/mini_internet

Building and operating a fully-functional mini-Internet including dealing with intra-domain routing, inter-domain routing and policy routing by using Docker containers, using Open vSwitch for configuring the L2 switches and using the FRRouting software routing suite for configuring the L3 routers

GNU General Public License v3.0GPL-3.0

Operation of a mini-Internet

  • Building and operating a fully-functional mini-Internet including dealing with intra-domain routing, inter-domain routing and policy routing by using Docker containers
  • Used Open vSwitch for configuring the L2 switches and the FRRouting software routing suite for configuring the L3 routers
  • Performed in teams of 3 people, each one of which operated one fully-functional Autonomous System (AS)

Project Description

In this project, we were tasked to build and operate our very own mini-Internet together with more than 100 of our fellow classmates. Our main goal? Enabling end-to-end connectivity across around 70 Autonomous Systems (ASes) composed of hundreds of network devices.

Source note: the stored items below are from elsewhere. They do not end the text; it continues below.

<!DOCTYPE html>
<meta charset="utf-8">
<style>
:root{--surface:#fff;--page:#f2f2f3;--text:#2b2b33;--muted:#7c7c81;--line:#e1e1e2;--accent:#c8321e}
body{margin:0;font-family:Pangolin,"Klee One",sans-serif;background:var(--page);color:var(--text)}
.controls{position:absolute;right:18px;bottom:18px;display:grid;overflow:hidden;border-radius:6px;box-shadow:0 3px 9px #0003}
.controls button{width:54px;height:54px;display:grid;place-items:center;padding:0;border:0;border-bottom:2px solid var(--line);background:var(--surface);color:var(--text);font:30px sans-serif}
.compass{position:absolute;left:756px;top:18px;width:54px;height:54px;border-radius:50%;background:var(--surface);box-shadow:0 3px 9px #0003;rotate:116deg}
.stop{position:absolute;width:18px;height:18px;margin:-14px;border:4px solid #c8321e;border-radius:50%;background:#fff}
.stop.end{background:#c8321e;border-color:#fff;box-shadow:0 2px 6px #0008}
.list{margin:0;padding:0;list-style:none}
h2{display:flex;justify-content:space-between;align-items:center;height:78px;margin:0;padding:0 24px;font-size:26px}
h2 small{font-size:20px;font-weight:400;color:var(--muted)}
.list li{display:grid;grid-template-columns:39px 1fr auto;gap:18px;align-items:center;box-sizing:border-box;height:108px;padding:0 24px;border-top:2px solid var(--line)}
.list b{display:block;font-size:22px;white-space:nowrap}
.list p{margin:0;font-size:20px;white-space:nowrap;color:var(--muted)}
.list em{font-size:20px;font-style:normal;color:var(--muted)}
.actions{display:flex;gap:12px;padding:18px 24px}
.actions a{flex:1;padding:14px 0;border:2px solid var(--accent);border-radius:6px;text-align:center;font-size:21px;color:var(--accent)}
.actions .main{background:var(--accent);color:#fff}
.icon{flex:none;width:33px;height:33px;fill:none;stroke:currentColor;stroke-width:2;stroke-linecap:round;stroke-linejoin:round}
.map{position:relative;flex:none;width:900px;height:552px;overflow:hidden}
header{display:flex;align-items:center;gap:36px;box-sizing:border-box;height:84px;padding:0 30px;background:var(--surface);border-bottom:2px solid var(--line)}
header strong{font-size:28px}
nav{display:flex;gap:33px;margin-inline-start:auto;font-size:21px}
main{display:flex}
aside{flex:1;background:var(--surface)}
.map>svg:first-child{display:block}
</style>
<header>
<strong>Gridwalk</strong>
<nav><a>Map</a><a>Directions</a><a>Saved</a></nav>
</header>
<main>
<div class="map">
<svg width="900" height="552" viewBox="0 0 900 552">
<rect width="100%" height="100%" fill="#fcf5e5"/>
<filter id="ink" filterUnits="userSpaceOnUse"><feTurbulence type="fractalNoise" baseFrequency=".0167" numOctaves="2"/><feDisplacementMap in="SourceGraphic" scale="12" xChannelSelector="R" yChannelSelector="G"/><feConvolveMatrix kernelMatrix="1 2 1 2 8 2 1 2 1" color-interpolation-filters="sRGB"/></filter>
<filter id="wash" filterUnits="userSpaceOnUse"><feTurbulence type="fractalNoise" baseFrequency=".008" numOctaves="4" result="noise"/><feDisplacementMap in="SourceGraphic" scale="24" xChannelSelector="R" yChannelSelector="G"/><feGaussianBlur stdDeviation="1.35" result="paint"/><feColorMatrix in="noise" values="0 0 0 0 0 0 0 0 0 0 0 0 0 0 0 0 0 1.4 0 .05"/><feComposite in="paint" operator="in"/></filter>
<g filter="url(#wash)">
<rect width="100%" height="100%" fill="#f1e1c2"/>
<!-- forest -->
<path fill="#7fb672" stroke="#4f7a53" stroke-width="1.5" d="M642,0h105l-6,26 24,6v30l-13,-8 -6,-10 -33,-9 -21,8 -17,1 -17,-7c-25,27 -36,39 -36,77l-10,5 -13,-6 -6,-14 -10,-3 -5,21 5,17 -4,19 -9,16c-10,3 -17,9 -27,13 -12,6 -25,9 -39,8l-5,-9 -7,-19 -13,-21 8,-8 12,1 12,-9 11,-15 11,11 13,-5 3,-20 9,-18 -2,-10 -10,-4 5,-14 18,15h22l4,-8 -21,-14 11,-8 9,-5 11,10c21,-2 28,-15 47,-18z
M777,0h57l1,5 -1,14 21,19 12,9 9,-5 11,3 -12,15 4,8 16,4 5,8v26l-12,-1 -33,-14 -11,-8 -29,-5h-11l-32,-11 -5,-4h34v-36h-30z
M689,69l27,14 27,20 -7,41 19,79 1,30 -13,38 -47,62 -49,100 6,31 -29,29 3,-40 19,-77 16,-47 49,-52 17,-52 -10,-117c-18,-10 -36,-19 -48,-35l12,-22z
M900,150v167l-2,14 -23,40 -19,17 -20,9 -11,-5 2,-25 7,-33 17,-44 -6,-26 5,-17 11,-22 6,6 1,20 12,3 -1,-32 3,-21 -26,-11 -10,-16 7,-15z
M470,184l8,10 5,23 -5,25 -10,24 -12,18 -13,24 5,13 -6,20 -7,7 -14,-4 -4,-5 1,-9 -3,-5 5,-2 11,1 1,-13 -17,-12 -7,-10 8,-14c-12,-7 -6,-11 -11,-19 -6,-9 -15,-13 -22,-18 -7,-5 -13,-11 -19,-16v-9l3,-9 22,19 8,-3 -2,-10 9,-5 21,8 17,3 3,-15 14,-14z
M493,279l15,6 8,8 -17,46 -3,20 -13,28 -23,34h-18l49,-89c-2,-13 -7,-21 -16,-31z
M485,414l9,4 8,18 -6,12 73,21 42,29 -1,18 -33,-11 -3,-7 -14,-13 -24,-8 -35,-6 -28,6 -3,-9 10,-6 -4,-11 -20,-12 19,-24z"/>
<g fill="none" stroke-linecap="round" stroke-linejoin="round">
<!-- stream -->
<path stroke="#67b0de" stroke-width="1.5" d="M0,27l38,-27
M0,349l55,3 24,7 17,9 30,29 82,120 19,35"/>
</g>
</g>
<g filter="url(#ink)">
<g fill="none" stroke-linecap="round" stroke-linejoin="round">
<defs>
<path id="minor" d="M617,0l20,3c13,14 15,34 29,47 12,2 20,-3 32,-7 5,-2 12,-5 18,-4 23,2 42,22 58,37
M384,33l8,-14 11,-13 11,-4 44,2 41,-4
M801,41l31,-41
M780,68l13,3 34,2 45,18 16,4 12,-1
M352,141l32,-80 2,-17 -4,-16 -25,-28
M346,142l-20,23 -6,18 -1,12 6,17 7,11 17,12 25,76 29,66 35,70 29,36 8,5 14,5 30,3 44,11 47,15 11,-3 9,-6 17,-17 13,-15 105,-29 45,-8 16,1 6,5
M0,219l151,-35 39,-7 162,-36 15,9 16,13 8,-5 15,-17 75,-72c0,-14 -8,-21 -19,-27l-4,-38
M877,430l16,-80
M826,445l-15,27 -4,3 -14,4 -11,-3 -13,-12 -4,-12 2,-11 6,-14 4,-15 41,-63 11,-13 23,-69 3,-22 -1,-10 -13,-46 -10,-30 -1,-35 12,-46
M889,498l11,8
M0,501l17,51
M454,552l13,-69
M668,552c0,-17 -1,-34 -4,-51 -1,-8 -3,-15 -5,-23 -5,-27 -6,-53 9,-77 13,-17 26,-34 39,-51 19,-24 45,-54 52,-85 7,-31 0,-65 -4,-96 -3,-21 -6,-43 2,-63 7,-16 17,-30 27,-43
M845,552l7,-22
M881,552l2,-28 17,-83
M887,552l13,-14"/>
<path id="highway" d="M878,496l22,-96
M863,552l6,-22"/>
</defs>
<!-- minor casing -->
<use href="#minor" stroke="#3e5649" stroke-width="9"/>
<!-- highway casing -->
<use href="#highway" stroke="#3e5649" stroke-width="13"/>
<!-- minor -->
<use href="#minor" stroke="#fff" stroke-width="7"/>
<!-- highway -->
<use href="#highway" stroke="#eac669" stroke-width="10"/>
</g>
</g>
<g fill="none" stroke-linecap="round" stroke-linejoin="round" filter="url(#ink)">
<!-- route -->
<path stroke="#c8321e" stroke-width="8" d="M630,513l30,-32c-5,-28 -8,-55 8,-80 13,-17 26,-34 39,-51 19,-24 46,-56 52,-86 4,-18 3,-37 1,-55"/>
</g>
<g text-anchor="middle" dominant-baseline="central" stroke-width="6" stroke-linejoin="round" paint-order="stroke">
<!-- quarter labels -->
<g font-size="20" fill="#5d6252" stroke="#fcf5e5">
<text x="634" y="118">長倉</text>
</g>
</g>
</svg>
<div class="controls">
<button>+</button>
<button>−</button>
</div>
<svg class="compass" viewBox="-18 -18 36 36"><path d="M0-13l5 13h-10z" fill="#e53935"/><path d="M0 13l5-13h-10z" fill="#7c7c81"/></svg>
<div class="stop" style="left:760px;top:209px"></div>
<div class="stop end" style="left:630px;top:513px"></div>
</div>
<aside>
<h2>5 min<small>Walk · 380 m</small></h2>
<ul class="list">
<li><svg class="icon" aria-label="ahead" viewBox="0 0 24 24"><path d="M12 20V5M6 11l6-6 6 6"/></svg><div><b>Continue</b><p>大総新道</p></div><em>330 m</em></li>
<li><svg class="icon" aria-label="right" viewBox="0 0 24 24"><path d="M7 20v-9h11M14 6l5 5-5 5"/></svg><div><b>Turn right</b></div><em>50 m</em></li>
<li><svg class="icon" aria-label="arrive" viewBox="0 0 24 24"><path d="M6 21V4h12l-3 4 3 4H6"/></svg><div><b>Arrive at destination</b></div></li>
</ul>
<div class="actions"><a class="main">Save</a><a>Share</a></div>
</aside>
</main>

In doing so, we experimented with the most common switching and routing technologies used in the Internet today. We had to face the same challenges actual network operators experience every day. To reach Internet-wide connectivity, we first needed to enable internal connectivity, within our own AS, before interconnecting our AS with other ASes, managed by other groups of students. To establish connectivity within our AS, we configured IPv4 and IPv6 addresses and used Open Shortest Path First (OSPF).

To establish connectivity across different ASes, we used the only inter-domain routing protocol available today: the Border Gateway Protocol (BGP). At the end of the project, end-hosts were able to communicate with each other, independently of the AS they were located in.

To implement this we used a base network topology on top of virtual layer-2 switches, running Open vSwitch and virtual routers, running the FRRouting software routing suite. We configured the virtual switches and routers through a Command Line Interface (CLI). This interface is virtually identical to the one used by actual network operators.